It annoys me that some people believe that dogs and cats are house pets, and birds are not. Cats and dogs have been domesticated for so long that today we tend to forget that they once belonged in the wild. So I think it is hypocritical to say that we cant own birds, but yet we can own a dog. Animals are animals, period. If it is wrong to own one species, it is wrong to own all species. 

And birds that are owned by responsible people have pretty good lives, and live under much better conditions than in the wild. Many birds are very happy living with humans and have the freedom to do many things.


----------



## Oni (Feb 20, 2012)

I don't think we have much dealings with PETA being in the UK and all but I do seem to remember that the general sway of the whole organization is that they think keeping any pet/companion is wrong.

I'm not sure of their opinion of working animals - obviously they aren't wild and free either (Read: police/army/farm horses, hunting dogs/guard dogs/rescue dogs/drug & bomb detector dogs/guide dogs and hearing dogs, hunting birds etc  which all need to be kept, trained and bonded with in order to perform well in their roles)


----------



## Loopy Lou (Jul 26, 2012)

This made me think of something i learned at college about an animal activist group who released some "poor little captive mink" into the wild.

Where they promptly started wreaking havoc on our eco system, eating the animals, destroying nests and generally being a nuisance.

I'm all for animals but i think that sometimes these animal rights groups lack common sense.


----------



## nassrah (Feb 27, 2012)

I just want to say that I think youre all right,nobody is ever going to make me feel guilty about pampering and loving my birds to bits.I cannot agree more with all of you.To me,PETA should stick to really important matters,like baby seals being killed,fur coats being worn,whale fishing ,cruelty to cattle,horses and poultry,bird mills,and,most of all,lab experiments using animals.PETA Leave our beloved babies alone !!!


----------



## roxy culver (May 27, 2010)

PETA doesn't seem to understand that since birds, dogs, cats, etc have been domesticated for centuries in some cases that they no longer have the instinct to survive in the wild.

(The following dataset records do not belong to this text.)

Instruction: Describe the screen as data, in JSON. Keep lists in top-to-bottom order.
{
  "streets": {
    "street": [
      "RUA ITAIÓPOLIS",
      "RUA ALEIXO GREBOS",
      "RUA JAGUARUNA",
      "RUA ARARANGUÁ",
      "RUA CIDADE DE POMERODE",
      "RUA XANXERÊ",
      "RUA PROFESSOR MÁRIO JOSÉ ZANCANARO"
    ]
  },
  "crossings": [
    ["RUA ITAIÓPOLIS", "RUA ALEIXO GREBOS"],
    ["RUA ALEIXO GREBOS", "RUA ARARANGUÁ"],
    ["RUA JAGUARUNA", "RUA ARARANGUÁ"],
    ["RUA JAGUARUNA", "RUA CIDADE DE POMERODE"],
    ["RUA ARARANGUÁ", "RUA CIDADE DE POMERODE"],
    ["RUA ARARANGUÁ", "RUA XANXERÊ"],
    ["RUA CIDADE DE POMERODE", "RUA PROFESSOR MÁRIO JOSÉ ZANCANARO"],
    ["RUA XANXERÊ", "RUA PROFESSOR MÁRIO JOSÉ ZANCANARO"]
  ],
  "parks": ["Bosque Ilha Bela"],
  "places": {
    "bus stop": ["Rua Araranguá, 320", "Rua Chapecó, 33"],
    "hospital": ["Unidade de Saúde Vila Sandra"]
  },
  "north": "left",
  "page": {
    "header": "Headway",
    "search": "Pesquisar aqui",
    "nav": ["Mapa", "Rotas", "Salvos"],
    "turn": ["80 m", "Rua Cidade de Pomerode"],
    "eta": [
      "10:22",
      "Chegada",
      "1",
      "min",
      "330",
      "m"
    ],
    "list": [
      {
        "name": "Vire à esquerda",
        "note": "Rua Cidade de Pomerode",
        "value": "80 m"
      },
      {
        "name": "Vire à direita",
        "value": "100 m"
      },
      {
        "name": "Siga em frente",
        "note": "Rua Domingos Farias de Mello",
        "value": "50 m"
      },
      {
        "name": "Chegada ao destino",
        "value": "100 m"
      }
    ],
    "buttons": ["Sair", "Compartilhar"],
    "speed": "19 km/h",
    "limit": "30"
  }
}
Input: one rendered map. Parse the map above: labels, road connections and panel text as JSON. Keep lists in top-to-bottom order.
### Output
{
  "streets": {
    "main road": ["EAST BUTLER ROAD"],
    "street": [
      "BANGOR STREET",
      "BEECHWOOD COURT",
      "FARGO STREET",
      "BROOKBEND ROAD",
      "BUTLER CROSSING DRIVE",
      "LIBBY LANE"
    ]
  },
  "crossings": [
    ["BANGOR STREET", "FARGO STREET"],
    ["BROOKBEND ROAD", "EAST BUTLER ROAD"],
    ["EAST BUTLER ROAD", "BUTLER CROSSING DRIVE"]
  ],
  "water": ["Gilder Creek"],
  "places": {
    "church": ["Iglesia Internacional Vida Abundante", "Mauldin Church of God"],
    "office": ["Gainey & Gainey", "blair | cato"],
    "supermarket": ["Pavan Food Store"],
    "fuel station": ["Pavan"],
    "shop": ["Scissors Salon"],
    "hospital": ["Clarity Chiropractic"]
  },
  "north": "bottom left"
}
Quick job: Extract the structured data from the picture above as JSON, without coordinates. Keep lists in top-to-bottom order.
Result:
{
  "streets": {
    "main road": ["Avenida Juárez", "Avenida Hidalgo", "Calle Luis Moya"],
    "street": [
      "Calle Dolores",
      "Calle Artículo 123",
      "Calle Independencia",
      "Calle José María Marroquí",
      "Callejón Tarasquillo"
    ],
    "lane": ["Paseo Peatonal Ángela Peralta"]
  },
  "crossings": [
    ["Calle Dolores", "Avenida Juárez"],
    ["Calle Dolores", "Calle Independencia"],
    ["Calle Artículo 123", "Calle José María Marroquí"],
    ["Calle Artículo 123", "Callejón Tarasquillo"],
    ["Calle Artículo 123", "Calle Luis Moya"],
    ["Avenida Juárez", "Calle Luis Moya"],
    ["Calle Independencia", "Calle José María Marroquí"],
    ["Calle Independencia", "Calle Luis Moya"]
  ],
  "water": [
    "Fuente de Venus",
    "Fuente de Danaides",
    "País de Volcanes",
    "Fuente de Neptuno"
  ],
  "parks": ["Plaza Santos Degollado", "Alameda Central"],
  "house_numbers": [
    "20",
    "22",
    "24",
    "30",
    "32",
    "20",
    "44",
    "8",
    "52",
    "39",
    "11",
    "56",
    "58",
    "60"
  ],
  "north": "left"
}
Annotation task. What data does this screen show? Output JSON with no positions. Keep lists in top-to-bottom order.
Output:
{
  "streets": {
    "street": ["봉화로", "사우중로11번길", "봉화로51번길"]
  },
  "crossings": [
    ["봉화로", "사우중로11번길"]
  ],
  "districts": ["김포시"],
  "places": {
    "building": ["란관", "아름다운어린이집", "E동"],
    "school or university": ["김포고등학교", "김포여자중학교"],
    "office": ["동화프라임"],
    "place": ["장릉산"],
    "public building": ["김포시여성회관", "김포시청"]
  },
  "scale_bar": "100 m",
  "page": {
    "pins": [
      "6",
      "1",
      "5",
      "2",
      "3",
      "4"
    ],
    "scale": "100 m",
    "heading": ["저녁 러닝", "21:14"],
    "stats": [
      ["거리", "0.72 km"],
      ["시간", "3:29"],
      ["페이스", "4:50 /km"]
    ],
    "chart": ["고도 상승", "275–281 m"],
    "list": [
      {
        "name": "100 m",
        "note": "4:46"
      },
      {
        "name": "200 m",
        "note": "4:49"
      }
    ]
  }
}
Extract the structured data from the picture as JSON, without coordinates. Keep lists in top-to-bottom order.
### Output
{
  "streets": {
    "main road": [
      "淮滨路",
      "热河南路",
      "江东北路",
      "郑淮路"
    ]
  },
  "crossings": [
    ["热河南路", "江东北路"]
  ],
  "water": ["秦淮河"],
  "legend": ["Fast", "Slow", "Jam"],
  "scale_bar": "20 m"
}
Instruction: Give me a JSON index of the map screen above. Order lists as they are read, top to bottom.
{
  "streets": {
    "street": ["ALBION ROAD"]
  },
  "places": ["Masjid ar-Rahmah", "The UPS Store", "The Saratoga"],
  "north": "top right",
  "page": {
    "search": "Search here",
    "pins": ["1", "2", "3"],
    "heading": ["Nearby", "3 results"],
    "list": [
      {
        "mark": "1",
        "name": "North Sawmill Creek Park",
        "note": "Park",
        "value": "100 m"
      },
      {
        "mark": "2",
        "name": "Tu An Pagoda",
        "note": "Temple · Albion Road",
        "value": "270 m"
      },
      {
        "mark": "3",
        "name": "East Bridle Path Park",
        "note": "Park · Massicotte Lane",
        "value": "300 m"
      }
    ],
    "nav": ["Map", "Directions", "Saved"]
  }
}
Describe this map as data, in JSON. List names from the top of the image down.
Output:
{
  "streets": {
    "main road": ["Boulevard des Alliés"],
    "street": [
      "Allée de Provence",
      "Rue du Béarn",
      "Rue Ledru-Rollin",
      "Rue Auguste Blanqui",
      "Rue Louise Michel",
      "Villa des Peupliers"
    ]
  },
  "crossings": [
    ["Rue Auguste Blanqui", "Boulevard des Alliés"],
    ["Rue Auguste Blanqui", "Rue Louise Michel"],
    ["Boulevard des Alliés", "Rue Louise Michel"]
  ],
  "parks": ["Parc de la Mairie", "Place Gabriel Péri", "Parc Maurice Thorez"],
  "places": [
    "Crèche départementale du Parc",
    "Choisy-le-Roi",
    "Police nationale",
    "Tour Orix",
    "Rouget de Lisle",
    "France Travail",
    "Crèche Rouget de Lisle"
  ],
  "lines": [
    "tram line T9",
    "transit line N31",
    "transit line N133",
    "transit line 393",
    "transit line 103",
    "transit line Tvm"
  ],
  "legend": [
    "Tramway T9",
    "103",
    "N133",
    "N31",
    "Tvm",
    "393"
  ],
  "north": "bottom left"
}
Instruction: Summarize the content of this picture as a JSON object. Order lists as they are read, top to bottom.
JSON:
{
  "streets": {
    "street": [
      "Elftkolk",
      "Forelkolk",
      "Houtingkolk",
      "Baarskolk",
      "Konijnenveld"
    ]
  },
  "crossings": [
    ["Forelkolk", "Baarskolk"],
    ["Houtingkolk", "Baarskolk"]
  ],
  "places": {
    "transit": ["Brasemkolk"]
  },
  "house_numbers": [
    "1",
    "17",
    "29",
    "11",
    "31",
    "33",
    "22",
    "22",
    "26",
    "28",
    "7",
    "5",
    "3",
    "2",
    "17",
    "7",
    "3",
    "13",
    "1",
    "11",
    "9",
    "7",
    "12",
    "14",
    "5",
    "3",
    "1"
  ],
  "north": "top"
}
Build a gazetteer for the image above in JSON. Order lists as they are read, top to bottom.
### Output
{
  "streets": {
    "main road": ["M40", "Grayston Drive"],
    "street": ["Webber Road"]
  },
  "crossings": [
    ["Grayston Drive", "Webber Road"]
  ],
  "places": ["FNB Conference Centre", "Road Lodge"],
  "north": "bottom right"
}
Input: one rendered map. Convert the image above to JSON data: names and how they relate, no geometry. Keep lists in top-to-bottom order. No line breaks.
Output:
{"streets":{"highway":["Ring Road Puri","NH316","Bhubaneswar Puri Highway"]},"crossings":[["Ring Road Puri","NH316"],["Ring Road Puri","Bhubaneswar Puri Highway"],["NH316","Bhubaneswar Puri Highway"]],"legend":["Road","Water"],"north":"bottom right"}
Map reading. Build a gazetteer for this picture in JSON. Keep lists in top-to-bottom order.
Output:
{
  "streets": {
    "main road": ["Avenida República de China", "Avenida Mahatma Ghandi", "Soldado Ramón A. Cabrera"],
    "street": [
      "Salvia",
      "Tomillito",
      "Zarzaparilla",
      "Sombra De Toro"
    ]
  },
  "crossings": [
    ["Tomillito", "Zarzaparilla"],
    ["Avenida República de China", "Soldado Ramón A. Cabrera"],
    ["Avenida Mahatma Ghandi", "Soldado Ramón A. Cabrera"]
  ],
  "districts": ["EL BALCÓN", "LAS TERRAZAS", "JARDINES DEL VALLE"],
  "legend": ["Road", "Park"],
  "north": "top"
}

I deal with stray dogs ALL THE TIME volunteering. When found, over half of them are skin and bones, starving. They don't have the training (from parents, who in the wild would show them how to care for themselves) and they slowly starve to death. Our birds would never make it in the wild and that's something they don't seem to understand.

I agree, they need to stick to the important issues.


----------



## nassrah (Feb 27, 2012)

Thank you roxy culver,I appreciate that Teresa X x


----------



## CookieTiel (Feb 6, 2012)

Yes, I agree. Our birdies would never make it in the wild. I also think PETA needs to be realistic about things. Unfortunately nasty and cruel petshops will never cease to exist, and there will always be irresponsible bird owners. I think it's great there there are responsible owners such as people from this site, who take care of their birdies as if they were their own children. So, PETA needs to understand that there are responsible bird owners, and that trying to ban bird ownership just doesn't work. You have to educate people on how to properly care for them.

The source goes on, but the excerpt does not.